How to complete this task
Once every line containing "space" has been counted, report the total for the data and nothing else.

[Source information]

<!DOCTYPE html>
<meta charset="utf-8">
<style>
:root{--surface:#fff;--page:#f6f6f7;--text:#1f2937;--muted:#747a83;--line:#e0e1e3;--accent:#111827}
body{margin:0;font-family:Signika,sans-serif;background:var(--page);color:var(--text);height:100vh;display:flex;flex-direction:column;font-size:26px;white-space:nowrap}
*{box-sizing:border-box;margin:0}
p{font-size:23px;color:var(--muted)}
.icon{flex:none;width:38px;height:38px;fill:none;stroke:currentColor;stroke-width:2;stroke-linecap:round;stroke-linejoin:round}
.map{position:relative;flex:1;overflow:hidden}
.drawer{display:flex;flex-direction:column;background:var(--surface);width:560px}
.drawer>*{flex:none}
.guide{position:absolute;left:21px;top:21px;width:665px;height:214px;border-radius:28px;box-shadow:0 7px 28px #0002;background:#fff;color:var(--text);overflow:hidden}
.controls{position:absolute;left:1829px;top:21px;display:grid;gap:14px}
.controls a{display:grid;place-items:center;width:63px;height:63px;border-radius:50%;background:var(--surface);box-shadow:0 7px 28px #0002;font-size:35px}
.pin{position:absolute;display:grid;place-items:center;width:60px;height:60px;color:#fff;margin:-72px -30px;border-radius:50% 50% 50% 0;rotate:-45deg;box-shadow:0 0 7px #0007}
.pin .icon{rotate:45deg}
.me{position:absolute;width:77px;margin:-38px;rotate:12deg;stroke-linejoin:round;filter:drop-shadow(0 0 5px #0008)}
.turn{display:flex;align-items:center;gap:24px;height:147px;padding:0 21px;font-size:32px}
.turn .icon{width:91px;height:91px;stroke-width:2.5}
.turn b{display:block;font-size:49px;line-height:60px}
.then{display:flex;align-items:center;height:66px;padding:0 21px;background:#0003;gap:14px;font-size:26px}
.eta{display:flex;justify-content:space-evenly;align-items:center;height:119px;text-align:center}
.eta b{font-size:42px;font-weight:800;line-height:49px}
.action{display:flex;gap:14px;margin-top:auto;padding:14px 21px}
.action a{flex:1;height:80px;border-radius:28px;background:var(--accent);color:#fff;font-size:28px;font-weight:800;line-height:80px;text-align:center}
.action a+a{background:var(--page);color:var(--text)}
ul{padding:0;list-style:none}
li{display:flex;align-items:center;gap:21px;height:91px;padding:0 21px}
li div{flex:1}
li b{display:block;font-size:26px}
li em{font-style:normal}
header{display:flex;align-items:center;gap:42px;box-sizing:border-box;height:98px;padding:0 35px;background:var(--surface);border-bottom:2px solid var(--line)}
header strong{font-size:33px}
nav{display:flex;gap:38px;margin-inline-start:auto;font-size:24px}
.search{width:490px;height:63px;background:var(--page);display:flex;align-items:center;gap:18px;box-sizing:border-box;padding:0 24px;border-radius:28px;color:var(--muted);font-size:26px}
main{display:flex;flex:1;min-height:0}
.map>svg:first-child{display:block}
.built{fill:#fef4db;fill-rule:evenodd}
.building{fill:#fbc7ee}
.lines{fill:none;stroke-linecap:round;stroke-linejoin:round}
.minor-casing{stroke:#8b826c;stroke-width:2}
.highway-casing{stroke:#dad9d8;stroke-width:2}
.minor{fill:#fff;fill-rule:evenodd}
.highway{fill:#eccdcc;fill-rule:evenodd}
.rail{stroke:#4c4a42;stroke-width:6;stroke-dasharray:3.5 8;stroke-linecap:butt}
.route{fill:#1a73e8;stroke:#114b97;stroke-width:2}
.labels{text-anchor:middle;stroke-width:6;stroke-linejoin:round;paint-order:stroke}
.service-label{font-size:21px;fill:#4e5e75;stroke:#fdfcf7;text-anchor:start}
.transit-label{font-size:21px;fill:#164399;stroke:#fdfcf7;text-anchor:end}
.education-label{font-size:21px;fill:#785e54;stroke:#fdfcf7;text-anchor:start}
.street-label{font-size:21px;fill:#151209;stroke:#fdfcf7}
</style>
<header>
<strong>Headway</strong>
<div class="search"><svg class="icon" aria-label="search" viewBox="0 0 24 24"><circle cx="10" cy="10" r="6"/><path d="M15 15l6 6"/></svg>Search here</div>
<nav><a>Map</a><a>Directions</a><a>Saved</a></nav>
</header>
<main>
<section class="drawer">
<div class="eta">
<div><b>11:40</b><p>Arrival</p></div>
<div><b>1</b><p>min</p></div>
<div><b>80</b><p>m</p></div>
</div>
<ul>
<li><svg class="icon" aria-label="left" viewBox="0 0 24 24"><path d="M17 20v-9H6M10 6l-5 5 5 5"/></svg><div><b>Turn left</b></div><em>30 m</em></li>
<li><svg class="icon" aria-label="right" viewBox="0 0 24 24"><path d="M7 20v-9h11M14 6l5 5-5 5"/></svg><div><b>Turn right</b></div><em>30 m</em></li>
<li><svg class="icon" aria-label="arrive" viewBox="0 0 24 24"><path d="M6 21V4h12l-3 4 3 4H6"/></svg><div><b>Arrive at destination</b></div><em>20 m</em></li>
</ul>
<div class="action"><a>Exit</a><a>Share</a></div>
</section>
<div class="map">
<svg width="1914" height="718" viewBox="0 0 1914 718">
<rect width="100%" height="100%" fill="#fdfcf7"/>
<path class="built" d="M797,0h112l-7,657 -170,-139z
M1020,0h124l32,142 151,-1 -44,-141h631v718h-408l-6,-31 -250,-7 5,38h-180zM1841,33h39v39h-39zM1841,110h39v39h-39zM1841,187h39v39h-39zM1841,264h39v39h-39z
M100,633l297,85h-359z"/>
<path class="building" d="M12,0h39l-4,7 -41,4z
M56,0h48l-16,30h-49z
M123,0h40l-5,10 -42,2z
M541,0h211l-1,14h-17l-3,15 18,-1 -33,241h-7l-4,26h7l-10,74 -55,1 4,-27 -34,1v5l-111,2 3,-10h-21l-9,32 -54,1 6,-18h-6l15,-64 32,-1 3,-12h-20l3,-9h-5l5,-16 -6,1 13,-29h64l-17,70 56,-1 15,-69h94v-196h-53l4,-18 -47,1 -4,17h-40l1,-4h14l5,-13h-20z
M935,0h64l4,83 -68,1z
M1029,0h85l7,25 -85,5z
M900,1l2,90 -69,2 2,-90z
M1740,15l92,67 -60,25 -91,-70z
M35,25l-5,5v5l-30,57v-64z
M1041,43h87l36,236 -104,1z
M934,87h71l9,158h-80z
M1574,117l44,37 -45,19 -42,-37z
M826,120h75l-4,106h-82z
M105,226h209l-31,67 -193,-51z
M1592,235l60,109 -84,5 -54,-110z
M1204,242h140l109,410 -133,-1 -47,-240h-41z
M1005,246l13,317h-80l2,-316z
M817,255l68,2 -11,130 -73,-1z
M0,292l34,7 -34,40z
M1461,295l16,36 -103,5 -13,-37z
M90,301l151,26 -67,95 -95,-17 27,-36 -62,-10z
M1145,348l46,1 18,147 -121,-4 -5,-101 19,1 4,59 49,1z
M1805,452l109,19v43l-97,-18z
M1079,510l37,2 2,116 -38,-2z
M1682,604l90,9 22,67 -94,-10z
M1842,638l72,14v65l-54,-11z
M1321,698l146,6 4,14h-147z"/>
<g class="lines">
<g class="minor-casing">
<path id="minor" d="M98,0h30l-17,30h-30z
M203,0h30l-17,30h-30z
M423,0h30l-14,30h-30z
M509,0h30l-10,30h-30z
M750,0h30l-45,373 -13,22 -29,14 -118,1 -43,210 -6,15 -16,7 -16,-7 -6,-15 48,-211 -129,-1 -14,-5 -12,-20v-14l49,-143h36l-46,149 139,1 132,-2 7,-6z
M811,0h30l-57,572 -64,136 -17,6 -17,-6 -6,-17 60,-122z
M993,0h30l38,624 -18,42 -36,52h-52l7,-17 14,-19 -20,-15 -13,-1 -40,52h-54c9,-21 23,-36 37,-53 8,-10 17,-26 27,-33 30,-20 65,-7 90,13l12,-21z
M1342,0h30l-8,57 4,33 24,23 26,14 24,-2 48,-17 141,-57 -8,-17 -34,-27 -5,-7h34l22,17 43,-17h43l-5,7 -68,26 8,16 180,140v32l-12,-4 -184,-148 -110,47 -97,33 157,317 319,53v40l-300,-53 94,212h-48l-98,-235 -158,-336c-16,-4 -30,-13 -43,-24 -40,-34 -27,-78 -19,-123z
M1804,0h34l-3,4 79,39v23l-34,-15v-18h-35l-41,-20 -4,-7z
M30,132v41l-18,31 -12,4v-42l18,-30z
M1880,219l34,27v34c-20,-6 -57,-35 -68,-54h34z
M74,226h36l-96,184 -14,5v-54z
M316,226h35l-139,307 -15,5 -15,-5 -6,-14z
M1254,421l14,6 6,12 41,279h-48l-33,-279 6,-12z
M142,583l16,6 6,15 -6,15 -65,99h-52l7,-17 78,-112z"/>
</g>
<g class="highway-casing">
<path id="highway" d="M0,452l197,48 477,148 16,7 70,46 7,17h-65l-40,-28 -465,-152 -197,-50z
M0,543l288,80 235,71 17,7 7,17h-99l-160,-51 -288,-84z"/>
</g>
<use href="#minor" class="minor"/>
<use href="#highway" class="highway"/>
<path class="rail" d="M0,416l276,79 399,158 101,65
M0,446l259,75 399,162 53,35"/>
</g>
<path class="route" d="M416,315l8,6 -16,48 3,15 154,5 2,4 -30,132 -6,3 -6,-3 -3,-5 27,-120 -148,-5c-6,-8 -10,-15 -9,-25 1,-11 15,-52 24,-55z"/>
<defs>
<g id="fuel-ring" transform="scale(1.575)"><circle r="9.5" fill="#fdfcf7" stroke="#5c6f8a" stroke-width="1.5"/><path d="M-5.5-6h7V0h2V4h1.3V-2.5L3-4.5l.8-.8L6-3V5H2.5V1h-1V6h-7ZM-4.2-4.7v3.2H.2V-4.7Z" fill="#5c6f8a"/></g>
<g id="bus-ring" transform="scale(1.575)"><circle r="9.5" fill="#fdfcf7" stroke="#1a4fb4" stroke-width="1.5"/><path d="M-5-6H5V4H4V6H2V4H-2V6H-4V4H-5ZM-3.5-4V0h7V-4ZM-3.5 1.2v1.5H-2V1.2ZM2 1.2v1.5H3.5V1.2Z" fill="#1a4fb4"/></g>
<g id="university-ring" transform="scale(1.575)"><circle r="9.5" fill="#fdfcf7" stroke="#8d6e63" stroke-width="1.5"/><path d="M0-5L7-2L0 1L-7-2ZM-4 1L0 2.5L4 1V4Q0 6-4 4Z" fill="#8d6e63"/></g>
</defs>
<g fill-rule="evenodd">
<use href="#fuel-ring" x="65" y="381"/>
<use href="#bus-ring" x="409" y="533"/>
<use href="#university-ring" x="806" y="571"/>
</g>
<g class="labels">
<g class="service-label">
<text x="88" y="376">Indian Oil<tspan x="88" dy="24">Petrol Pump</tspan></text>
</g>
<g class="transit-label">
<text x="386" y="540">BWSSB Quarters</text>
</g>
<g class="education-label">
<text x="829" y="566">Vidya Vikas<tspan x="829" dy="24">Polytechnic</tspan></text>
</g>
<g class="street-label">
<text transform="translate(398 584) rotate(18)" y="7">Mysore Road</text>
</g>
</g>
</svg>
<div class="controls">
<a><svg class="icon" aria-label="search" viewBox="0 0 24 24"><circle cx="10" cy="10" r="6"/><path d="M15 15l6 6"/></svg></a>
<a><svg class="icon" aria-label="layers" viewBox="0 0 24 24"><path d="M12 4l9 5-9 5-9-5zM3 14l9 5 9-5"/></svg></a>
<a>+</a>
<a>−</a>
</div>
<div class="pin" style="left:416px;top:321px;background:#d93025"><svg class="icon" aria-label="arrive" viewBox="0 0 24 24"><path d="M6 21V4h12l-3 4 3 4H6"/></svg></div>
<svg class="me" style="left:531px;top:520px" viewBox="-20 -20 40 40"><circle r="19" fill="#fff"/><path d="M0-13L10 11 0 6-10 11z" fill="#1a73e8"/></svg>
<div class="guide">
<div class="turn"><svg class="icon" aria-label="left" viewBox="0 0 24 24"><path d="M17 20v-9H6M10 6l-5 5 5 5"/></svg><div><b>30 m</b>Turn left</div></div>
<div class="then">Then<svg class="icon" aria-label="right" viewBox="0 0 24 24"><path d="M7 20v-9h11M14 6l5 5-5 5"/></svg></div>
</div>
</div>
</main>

[/Source information]

Solution to the problem
2